> **Problem details**:
Give back exactly the stretch of data below from the line holding "M383,643L465,649V643L480,644L477,685L451,683V692L380,686Z" through the line holding "M260,897L281,899L279,916L259,914Z", both ends included, and leave the remaining lines out.

> **Data for this exercise**:
══════════
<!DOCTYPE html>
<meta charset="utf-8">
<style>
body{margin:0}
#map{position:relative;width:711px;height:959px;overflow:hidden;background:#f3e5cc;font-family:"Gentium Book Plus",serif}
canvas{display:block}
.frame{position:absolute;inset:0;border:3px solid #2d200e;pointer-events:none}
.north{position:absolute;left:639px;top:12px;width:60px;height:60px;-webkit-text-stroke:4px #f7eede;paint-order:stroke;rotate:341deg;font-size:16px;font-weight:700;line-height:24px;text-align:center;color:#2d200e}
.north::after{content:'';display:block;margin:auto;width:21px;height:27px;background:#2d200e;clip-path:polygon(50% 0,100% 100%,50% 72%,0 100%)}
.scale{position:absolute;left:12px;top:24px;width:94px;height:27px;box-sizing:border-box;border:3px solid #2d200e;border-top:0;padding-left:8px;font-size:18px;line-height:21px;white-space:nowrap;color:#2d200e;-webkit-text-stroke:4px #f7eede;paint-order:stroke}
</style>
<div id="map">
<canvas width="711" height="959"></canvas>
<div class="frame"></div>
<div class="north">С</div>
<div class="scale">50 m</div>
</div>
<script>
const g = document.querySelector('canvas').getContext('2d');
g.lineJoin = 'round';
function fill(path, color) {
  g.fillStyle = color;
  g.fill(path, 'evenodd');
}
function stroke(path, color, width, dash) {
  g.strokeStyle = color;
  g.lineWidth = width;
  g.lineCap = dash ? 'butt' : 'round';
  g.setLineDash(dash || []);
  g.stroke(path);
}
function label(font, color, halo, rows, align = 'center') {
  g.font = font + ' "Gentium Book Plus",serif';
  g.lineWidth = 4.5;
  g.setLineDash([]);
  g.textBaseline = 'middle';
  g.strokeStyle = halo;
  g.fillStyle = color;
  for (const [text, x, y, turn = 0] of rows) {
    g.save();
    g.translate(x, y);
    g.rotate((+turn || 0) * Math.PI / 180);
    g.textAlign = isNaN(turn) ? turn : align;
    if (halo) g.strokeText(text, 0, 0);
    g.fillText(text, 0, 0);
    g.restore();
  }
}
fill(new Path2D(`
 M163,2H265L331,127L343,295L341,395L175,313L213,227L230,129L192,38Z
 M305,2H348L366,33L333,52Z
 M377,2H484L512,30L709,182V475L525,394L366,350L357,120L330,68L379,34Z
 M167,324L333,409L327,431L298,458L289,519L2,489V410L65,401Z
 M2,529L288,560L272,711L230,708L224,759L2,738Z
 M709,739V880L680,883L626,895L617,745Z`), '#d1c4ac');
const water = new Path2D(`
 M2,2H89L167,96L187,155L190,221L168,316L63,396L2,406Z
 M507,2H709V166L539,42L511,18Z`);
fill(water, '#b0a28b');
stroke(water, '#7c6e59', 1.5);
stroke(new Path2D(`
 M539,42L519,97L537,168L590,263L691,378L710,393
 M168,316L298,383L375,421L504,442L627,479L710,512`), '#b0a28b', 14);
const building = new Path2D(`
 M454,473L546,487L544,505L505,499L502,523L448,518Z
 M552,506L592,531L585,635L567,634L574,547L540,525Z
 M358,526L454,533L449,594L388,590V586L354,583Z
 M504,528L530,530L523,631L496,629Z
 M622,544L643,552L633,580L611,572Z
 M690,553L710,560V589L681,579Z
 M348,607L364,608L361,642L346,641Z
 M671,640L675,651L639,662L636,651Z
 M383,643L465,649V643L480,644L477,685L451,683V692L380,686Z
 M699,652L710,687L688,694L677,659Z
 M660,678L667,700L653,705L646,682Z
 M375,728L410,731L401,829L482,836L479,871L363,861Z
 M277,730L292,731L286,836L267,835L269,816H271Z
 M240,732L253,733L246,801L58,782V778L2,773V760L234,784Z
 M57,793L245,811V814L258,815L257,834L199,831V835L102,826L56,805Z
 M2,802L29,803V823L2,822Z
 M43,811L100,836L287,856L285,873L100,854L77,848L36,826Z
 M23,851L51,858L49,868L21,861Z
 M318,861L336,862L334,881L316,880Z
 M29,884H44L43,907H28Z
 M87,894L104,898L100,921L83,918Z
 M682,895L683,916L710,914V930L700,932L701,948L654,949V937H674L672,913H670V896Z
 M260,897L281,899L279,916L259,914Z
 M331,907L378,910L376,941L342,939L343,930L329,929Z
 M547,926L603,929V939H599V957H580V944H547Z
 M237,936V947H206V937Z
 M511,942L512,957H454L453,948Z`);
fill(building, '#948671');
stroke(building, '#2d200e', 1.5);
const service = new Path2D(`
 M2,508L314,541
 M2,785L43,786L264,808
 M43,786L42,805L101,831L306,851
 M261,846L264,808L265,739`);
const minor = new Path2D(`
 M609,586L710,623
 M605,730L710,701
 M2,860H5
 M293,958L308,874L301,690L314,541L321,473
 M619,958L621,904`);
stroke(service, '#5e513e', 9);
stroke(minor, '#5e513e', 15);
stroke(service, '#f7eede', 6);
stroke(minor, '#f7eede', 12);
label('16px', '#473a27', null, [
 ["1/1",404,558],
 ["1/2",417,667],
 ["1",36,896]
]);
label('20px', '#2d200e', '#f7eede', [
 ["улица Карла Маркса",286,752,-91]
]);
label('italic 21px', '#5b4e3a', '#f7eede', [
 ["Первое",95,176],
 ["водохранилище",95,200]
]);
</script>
══════════
> **Solution for this exercise**:
 M383,643L465,649V643L480,644L477,685L451,683V692L380,686Z
 M699,652L710,687L688,694L677,659Z
 M660,678L667,700L653,705L646,682Z
 M375,728L410,731L401,829L482,836L479,871L363,861Z
 M277,730L292,731L286,836L267,835L269,816H271Z
 M240,732L253,733L246,801L58,782V778L2,773V760L234,784Z
 M57,793L245,811V814L258,815L257,834L199,831V835L102,826L56,805Z
 M2,802L29,803V823L2,822Z
 M43,811L100,836L287,856L285,873L100,854L77,848L36,826Z
 M23,851L51,858L49,868L21,861Z
 M318,861L336,862L334,881L316,880Z
 M29,884H44L43,907H28Z
 M87,894L104,898L100,921L83,918Z
 M682,895L683,916L710,914V930L700,932L701,948L654,949V937H674L672,913H670V896Z
 M260,897L281,899L279,916L259,914Z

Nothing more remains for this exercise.